8/29/2013 - A teenage girl discovers her magical heritage on her 18th birthday in The Mortal Instruments: City of Bones, another goulash of werewolves, demon-fighters and love triangles.
Clary (Lily Collins) is Just A Normal Girl but she finds herself doodling a strange symbol, one that causes her mother (Lena Headey) to get all anxious and I-have-a-secret-y. While out on the town with her nerdy friend Simon (Robert Sheehan), she sees that symbol outside a club. Once inside, she sees a mysterious dude — who we eventually learn is named Jace (Jamie Campbell Bower) — stab a guy with a sword. She screams, causing everyone to look — at her. She’s the only one who can see Jace, the stabbing or the stabbee, who turns into some tentacled bit of CGI.
Later, she sees Jace again. As he tries to find out who she is and why she can see him, Clary gets a frantic call from her mother, who tells her daughter not to come home but to run and find Luke (Aidan Turner), a family friend. Naturally, Clary runs home to look for her mother but finds instead bad special effects that chase her for a while until Jace shows up and kills them. After all the “what, what,” we get to this: Clary, her mom and Jace are all Shadowhunters, people with some supernatural gifts who hunt demons. The men after Clary’s mom are looking for some magical cup that Clary’s mom hid somewhere. Clary, Jace and assorted sidekicks — the human Simon and Jace’s fellow Shadowhunters Alec (Kevin Zegers), Isabelle (Jemima West) and their mentor Hodge (Jared Harris) — have to find and protect the cup to keep complicated and vaguely-defined bad things from happening.

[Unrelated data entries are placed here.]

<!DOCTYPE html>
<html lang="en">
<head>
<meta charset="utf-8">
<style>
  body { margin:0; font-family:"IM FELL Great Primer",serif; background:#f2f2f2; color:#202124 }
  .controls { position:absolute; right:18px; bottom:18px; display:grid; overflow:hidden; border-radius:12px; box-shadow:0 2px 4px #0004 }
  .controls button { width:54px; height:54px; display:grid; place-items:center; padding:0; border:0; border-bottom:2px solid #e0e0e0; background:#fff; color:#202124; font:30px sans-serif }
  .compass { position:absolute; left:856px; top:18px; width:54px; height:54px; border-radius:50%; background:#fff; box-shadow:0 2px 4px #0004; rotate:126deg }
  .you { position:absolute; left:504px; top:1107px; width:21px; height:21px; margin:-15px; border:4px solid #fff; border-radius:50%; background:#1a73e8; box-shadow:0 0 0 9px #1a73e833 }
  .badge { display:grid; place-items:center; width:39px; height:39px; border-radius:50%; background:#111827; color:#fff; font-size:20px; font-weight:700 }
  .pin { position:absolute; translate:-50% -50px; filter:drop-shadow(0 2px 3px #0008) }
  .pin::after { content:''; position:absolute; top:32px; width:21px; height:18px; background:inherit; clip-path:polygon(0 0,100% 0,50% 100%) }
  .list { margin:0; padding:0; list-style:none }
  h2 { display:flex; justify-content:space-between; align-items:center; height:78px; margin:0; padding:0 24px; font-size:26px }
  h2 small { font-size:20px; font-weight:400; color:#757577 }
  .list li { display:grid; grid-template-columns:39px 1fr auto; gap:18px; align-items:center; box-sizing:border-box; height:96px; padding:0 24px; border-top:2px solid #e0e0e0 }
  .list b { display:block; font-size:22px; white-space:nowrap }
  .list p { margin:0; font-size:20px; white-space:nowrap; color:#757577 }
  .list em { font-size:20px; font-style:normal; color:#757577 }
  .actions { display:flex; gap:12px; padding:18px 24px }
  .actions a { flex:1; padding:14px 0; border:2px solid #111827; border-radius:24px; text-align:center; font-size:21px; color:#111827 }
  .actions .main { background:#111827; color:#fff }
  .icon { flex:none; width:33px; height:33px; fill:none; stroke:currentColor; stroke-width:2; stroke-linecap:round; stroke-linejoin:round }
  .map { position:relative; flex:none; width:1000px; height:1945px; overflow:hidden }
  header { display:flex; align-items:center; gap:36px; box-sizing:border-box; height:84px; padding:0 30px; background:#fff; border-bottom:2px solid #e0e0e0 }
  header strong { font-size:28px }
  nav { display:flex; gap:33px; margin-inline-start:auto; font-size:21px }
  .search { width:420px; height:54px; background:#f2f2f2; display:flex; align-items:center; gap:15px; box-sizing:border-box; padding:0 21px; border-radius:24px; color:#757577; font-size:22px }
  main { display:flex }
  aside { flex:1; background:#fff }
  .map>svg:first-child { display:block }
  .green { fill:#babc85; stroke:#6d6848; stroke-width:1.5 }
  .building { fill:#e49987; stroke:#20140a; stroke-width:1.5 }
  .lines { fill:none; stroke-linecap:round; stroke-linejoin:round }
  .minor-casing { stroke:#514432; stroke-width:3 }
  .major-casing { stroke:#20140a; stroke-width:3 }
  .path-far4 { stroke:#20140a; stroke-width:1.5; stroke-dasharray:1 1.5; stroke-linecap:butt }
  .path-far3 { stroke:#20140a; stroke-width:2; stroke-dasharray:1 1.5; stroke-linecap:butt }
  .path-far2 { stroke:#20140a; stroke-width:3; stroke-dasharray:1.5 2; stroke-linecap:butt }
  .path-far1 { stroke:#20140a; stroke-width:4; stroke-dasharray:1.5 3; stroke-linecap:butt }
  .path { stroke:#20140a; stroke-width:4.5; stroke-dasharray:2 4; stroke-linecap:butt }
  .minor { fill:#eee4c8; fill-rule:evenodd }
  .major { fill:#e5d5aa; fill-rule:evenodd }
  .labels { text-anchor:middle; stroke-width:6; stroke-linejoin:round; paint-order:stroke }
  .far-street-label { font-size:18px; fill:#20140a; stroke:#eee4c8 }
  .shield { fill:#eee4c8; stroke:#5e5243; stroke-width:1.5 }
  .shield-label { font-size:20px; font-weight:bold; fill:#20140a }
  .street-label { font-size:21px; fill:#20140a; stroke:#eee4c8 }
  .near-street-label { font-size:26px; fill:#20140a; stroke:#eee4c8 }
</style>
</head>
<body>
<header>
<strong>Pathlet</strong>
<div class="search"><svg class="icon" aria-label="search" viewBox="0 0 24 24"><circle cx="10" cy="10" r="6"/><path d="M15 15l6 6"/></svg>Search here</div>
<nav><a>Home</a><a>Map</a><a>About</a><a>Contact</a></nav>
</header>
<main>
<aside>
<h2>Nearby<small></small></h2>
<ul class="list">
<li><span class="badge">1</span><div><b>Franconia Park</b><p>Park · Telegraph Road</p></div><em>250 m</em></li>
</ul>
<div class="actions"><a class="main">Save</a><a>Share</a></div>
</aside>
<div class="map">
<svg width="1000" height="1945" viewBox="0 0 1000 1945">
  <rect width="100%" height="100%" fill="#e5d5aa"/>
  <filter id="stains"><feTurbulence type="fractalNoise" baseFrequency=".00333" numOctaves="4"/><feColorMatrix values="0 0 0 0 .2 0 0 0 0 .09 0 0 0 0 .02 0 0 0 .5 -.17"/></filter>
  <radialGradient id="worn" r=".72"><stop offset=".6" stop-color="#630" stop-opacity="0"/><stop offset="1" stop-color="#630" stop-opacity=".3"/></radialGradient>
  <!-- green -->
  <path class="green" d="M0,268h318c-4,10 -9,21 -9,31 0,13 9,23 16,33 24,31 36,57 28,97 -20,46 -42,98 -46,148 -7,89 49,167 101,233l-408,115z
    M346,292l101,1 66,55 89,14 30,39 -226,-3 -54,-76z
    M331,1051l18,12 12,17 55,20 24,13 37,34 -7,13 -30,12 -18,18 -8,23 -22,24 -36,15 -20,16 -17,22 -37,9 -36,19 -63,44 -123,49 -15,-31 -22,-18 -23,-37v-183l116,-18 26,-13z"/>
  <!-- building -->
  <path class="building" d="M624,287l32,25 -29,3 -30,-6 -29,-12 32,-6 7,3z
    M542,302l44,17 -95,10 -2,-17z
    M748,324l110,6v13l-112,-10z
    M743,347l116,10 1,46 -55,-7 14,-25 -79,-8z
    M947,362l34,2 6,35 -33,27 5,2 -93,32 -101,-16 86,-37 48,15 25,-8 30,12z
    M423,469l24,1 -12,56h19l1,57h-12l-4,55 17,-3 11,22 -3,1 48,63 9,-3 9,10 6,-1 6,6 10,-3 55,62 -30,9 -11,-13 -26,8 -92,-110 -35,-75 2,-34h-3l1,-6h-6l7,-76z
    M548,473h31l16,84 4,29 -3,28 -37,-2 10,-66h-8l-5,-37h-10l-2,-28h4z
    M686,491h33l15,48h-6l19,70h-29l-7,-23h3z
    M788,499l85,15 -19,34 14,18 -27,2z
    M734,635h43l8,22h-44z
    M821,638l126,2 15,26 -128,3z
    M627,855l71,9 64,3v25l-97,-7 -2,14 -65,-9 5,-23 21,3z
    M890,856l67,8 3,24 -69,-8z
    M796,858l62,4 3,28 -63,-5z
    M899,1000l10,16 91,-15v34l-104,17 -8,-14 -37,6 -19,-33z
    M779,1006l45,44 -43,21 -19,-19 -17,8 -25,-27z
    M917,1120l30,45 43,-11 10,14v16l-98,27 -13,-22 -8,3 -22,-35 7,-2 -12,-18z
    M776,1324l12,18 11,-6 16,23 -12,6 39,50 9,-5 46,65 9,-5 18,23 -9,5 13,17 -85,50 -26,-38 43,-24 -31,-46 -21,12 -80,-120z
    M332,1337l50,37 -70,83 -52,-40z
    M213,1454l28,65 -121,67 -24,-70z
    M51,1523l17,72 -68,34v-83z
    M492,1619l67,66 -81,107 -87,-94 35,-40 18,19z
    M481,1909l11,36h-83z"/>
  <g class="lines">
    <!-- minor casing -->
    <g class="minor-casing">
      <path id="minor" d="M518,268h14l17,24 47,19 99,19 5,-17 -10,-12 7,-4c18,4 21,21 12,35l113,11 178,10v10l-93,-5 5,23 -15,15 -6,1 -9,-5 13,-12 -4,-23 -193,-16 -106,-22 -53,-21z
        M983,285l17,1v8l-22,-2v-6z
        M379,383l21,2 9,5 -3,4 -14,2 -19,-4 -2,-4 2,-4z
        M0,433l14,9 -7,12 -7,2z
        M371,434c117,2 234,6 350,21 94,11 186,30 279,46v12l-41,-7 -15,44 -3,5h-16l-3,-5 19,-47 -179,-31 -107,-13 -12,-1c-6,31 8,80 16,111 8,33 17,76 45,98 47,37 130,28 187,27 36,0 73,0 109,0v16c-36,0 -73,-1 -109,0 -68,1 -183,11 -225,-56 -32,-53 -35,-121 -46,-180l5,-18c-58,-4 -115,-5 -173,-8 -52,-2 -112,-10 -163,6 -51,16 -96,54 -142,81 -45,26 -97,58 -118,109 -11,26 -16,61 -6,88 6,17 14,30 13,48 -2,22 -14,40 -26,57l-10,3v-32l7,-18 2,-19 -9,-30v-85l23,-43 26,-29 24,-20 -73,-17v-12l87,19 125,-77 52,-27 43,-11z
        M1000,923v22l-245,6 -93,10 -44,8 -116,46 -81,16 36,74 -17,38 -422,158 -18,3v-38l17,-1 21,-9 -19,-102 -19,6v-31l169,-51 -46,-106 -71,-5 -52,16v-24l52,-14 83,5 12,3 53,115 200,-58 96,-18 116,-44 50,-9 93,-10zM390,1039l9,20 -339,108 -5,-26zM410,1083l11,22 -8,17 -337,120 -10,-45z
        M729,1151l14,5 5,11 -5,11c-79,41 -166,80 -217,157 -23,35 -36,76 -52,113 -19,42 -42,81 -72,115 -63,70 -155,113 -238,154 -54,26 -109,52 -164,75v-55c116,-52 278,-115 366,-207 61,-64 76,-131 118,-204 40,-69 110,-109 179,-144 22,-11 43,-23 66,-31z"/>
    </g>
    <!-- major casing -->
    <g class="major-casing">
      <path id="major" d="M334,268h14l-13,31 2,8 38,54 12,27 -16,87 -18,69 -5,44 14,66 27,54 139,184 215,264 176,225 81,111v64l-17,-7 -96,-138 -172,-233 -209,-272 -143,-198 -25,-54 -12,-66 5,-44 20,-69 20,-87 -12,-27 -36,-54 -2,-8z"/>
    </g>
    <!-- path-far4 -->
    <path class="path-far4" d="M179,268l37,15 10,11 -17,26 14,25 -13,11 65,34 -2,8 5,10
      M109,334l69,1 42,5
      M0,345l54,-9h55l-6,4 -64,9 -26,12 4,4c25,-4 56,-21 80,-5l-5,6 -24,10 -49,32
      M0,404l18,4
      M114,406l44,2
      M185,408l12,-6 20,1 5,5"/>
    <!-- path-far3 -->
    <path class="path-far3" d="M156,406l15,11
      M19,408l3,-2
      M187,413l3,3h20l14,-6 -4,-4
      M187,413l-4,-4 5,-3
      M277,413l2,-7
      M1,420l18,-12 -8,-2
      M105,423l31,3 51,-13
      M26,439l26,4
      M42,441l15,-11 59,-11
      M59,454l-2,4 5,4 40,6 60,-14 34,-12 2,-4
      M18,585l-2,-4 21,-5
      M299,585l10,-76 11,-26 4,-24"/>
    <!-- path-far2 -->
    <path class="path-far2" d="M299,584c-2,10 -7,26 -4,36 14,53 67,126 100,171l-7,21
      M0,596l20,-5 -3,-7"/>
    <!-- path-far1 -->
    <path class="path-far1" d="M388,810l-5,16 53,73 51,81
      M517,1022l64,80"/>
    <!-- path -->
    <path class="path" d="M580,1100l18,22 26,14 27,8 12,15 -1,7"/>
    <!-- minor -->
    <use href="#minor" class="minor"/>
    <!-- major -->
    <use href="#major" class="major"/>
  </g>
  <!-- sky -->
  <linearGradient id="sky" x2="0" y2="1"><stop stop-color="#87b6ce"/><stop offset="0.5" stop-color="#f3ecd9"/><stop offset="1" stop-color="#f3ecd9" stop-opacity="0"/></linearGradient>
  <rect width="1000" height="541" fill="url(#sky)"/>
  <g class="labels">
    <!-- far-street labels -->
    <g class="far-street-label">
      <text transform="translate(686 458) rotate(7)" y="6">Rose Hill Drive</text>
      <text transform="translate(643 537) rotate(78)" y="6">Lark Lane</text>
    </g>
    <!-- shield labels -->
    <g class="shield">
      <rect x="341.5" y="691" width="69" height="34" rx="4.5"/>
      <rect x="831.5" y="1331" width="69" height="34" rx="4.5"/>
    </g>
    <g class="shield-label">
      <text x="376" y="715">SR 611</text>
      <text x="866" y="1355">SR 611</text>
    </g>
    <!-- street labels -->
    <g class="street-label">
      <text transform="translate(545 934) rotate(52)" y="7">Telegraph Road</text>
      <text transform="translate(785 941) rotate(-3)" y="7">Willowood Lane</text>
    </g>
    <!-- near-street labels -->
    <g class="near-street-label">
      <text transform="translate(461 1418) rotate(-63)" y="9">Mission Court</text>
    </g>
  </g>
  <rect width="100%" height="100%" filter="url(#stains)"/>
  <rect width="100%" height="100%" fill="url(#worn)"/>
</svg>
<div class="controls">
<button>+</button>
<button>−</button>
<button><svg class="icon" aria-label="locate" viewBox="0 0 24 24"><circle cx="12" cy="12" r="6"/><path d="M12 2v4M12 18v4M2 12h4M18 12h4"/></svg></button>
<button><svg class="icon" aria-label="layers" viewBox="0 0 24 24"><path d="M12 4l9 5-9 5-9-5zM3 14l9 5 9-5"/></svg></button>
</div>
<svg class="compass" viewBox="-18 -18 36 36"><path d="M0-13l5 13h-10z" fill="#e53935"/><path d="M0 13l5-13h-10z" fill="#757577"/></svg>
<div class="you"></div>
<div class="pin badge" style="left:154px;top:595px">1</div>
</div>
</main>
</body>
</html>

$3.3 billion. That’s the answer to the question “Why would somebody make this movie?” The Twilight movies cost a total of $385 million to make and brought in $3.3 billion in worldwide box office, according to Box Office Mojo numbers reported by Wikipedia. The Harry Potter movies brought in some $7.7 billion, according to Wikipedia. With numbers like that, is it any wonder that studios collage together lip gloss, teen angst and supernatural bric-a-brac every few months to give us half-baked lumps like City of Bones or the Percy Jackson movies?
The Mortal Instruments: City of Bones, which is based on its own popular young adult book series, combines some of the worst tendencies of this genre. This movie, based on the first book in the series, tries to do a lot of things: provide an origin story for Clary, set up the mythology of this world, introduce us to the other main characters, set up the conflict of the series and establish the possible romantic entanglements. City of Bones crams in so much explanation that at times the forward momentum of the plot seems like it takes a back seat to exposition. Plot points that are potentially interesting are raised only to be immediately dropped and never mentioned again. Clary isn’t the world’s most electrifying character, but we also don’t get a lot of time to know her — the movie is too busy walking her through meetings with vampires and witches and other mystical beings whose place in this movie’s universe I’m still not sure I totally understand.
I can understand book-to-movie translations not wanting to lose their book fans by revamping the story, but some simplification of the plot might help thiscomplicated, mythology-heavy adaptation appeal to a wider audience. Twilight (setting aside for a moment its many faults) did a fairly simple thing with its first movie: vampires are real and one of them likes a human girl. That’s the bare bones of the story, which later movies build on to create a wider universe that eventually encompasses ridiculous things like Dakota Fanning as vampire royalty and a terrifying CGI baby, but the first movie, the one that hooked in people who hadn’t read the book, kept things streamlined. The movie needed to make me care about the teens and their goofy romance if it wanted me to feel invested enough to sit through the backstory of demon versus angel battles.
The fact that The Mortal Instruments: City of Bones could learn a thing or two about storytelling from Twilight probably tells you all you need to know about this movie. D+
Rated PG-13 for intense sequences of fantasy violence and action, and some suggestive content. Directed by Harald Zwart with a screenplay by Jessica Postigo (from the book by Cassandra Clare), The Mortal Instruments: City of Bonesis two hours and 10 minutes long and distributed by Sony.